Obi Became Anti-Democratic After 2023 Election - LP Chieftain

 By Imoleayo Oyedeyi

The spokesperson for the Julius Abure’s bloc of the Labour Party, Obiora Ifoh, speaks with IMOLEAYO OYEDEYI, on the defection of the party’s 2023 presidential candidate, Peter Obi, to the African Democratic Congress


You recently said the Labour Party regretted presenting Peter Obi as its presidential candidate in 2023 following his defection to the ADC. Considering the nationwide visibility and electoral relevance he brought to the party, on what basis does the party now describe his candidature as a regret?


I am not sure I ever said we regretted fielding Obi in 2023, because at that time, we assumed he was the best candidate because he passed some of our qualification standards. And he appeared to us as somebody that would understand the politics of social democracy, equal opportunity, and justice, because that was our main emphasis in choosing all our candidates. Everything we campaigned for was according to that vision.


Subsequently, what we saw from him was not what we expected. He became anti-democratic in the sense that he wanted us to follow routes that are not democratic at all. That was the point of departure from him, and the rest is history. We don’t want to be talking about the past.
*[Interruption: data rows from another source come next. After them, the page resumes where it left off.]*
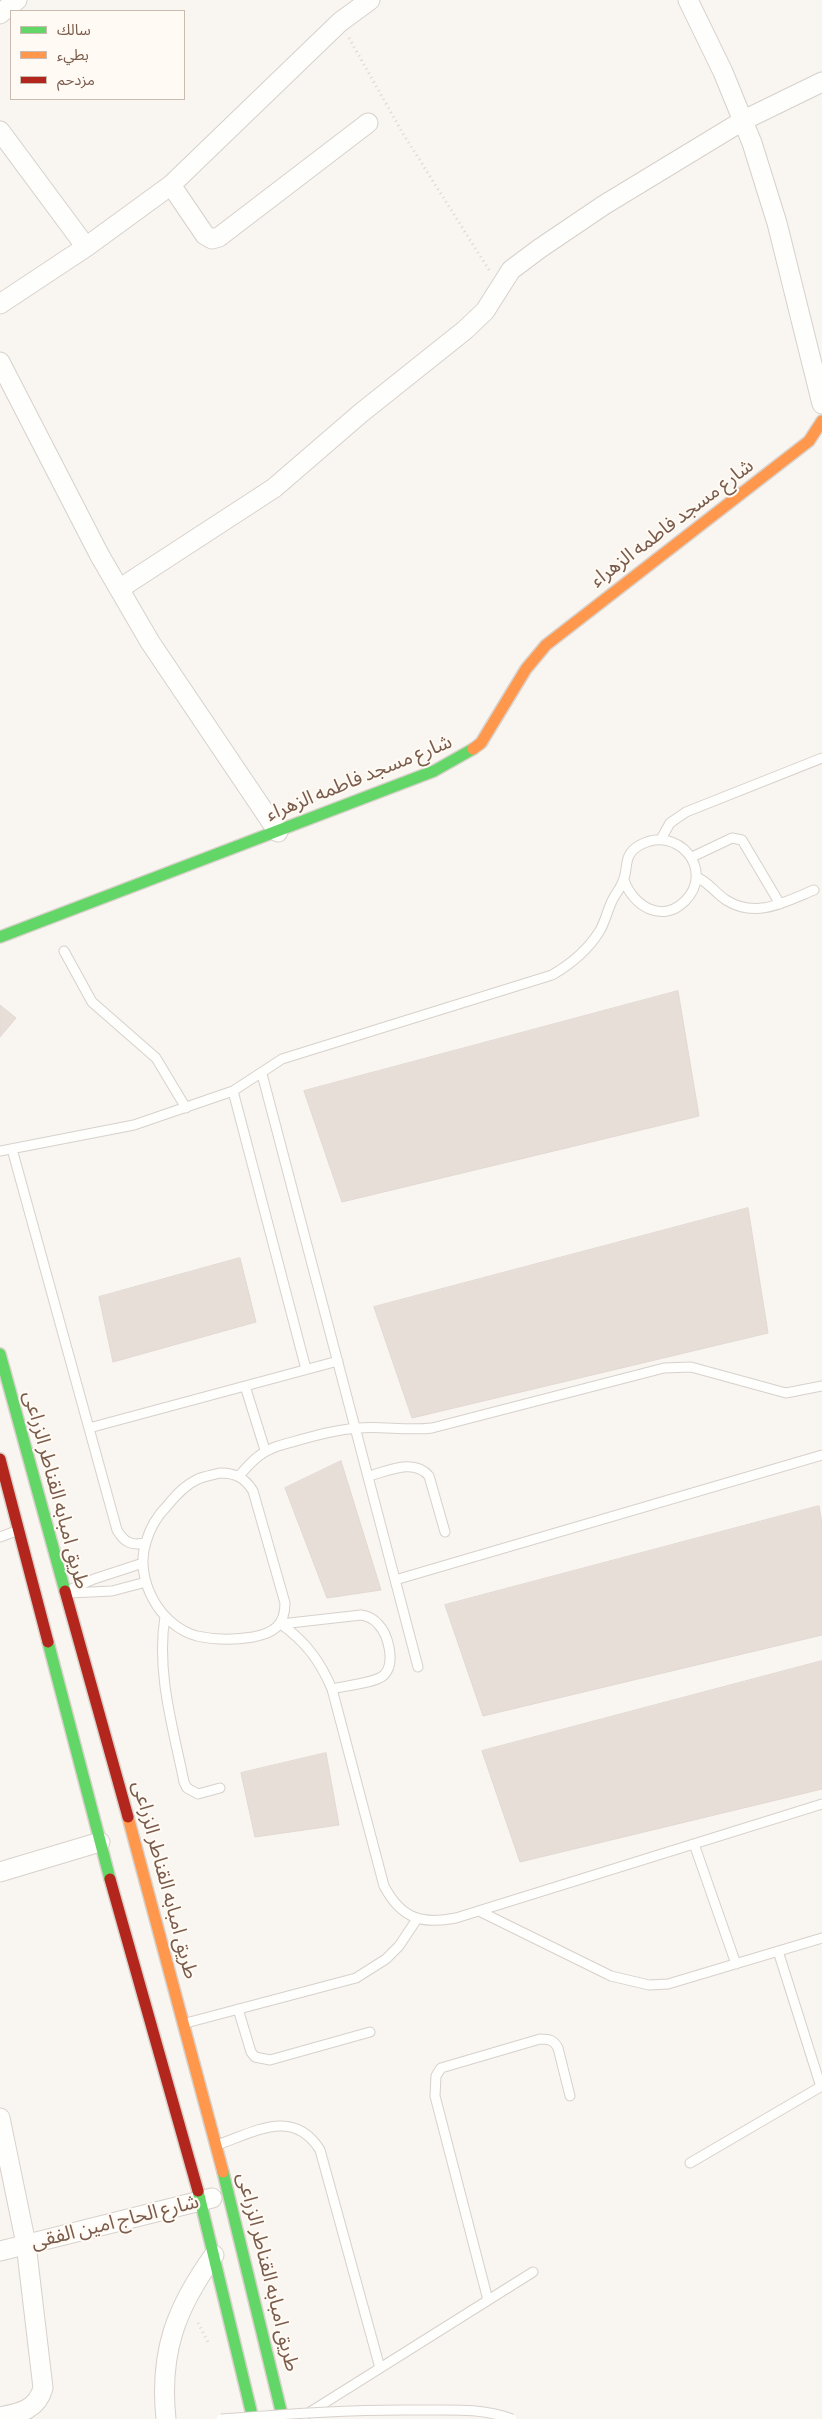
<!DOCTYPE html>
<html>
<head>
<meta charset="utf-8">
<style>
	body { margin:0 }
	#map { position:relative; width:822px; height:2419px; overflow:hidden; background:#f9f5f0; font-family:"Alegreya Sans","Noto Sans Arabic",sans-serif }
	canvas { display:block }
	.legend { position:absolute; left:10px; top:10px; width:175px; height:90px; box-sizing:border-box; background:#fffaf3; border:1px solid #cabbb1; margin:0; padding:6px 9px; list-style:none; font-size:15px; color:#7a5c4d }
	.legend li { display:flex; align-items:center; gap:10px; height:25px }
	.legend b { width:25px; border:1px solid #cabbb1 }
</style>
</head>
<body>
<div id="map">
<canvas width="822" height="2419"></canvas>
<ul class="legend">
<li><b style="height:6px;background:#63d668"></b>سالك</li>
<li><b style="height:6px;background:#ff974d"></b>بطيء</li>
<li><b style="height:6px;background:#b3261e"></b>مزدحم</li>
</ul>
</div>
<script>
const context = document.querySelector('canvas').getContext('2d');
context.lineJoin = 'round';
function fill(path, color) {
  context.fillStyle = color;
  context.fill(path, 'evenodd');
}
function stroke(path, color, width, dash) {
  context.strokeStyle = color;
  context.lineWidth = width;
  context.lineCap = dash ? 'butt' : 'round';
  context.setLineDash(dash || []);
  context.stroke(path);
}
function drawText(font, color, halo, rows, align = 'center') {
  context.font = font + ' "Alegreya Sans","Noto Sans Arabic",sans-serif';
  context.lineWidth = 4;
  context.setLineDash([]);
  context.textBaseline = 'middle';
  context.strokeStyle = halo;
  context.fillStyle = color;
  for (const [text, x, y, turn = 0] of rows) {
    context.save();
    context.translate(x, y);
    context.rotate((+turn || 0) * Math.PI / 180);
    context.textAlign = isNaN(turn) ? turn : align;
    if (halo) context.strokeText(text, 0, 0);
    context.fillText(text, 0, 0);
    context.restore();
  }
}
const building = new Path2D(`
	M678,991L699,1116L342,1202L304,1091Z
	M0,1005L16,1018L0,1037Z
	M748,1208L768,1333L412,1418L374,1307Z
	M240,1258L256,1322L113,1362L99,1297Z
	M341,1461L381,1590L327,1598L285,1488Z
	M819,1506L822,1524V1635L483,1716L445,1605Z
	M822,1661V1789L520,1862L482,1751Z
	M326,1753L339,1825L255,1837L241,1773Z`);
fill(building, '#e6ded7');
stroke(building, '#e2d8d2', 1);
const lane = new Path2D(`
	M661,839L670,823L686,812L822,758
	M692,857L732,838L742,840L780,904
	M696,877C709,882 715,893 726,900C756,919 785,902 814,890
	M64,951L92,1002L156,1058L186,1108
	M262,1074L418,1667
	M233,1091L306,1369
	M12,1149L117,1530C124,1542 131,1546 145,1543
	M0,1151L134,1125L233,1091L282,1059L552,975C571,964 587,951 599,932C605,923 607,911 612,901C615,894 621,888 623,881C629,868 622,855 640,845C677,824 716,870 685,901C662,924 633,906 624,880
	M245,1386L265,1450
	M89,1428L338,1361
	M220,1473C236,1473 245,1478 253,1491L285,1603C285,1625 274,1633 253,1637C235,1640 215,1640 197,1636C159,1626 134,1578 146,1542C150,1528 157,1516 167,1506C176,1495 185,1485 198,1479C205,1476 213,1475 220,1473Z
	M239,1476C251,1462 260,1452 278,1446C304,1439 331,1430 358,1428C383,1426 407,1431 432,1428L664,1368L691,1367L786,1393L822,1386
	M369,1476C388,1471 414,1458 429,1476L445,1532
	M0,1537L16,1531
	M395,1580L822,1455
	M69,1590L94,1579L143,1563
	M70,1593L112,1591L146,1582
	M165,1616C156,1673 173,1727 184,1782L187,1788L198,1794L220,1788
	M281,1624C306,1642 320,1661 332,1689L384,1886C401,1918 421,1925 456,1918L822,1804
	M281,1624L361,1615C368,1616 373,1618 378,1624C388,1634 396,1663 384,1675C376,1683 344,1686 332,1689
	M694,1844L736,1964
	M479,1911L611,1976L649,1985L668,1984L822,1938
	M778,1951L821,2087
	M238,2009L251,2052L255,2057L270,2060L370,2032
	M186,2023L356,1978L386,1959L399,1946L417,1919
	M220,2144C256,2131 294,2108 320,2150L380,2368
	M690,2163L822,2086
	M488,2300L435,2096L436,2076L441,2068L540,2039C549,2039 554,2040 558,2048L570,2096
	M299,2419L533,2272`);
const street = new Path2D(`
	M688,0L723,72L752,143L777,223L822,404
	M0,14L17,0
	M0,131L86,247
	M171,185L205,235L212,239L219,237L368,123
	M0,304L86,247L171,185L340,22L370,0
	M0,362L100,556L150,642L278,832
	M119,589L274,488L361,413L465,330L485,311L511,270L539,249L604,205L744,120L822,82
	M0,1872L100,1842
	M0,2118L26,2244L43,2388C37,2410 20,2413 0,2417
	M0,2251L212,2198
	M166,2419C159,2352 176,2308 214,2255`);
const fast = new Path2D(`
	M0,937L434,771L473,749
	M0,1354L65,1591
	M48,1642L110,1879
	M223,2172L283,2419
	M198,2191L253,2419`);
const slow = new Path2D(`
	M473,749L481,743L526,669L546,645L809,441L822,421
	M128,1817L223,2172`);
const jam = new Path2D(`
	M0,1459L48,1642
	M65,1591L128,1817
	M110,1879L198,2191`);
stroke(lane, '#d7d1cb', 11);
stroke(street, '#d7d1cb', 21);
stroke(fast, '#d9d2cb', 14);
stroke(slow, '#d9d2cb', 14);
stroke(jam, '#d9d2cb', 14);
stroke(new Path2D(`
	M349,38L402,132L489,270
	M198,2323L209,2344`), '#dcd5d0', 3, [1, 4]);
stroke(lane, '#fefefd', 9);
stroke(street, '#fefefd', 19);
stroke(fast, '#63d668', 11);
stroke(slow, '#ff974d', 11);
stroke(jam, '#b3261e', 11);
const laneBridge = new Path2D(`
	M221,2419C288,2414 354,2409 421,2410C452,2410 482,2408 512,2419`);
stroke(laneBridge, '#d7d1cb', 11, []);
stroke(laneBridge, '#fefefd', 9);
drawText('20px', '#7a5c4d', '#fffaf3', [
	["شارع مسجد فاطمه الزهراء",672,523,-37],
	["شارع مسجد فاطمه الزهراء",359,778,-22],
	["طريق امبابه القناطر الزراعى",56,1490,75],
	["طريق امبابه القناطر الزراعى",165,1880,75],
	["شارع الحاج امين الفقى",115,2222,-14],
	["طريق امبابه القناطر الزراعى",268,2272,76]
]);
</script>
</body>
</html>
We are talking about the present and the future.


What specific actions did Obi take that are considered inconsistent with the LP’s principles and values?


We expected that after the election and the court cases, as a leader that he was, Obi ought to begin to work towards improving on the six million votes that we got, by way of doing a postmortem of what happened and bringing everybody on board; appreciate the leadership that worked with him, that went through Sambisa, all nooks and crannies of this nation to campaign for him. We stood by him during the court matter, refused every offer here and there. We refused to budge, and we supported him.


Only for him to, after a few months, come back and say that our executive should leave. We asked him why our executive should leave office when we were elected, and he even supported the convention. And before you know it, he mobilised some members of the National Assembly that were loyal to him, and the Abia State Governor to remove us by all means.


The party’s constitution stated how somebody should be removed from office, but he didn’t have the patience to wait until our tenure elapsed. So, are those not enough reasons to tag him undemocratic? These are our reasons.


However, there are allegations that the party’s fallout with Obi stemmed from his refusal to give money to the LP’s executives. How do you respond to this claim?


I am hearing that for the first time. Nobody has ever accused us of making a demand from Obi. And of course, he would not even give. When the election was going on, he gave nothing. I’m sure you remember that mantra: no shishi, Obi no dey give shishi. Even during the presidential campaign, he managed his own funds. I’m sure you read it everywhere, with people like Aisha and the rest of them.


The party was not part of his campaign management or the finance of the campaign, and we didn’t bother about that. Everything that was supposed to get to the party, he didn’t give us. He didn’t even donate a bicycle, not a single car. So, we were not interested in all those things. We wanted a Nigeria that would be good for everyone because we knew that if we won, with the Labour Party ideology, everybody would be fine.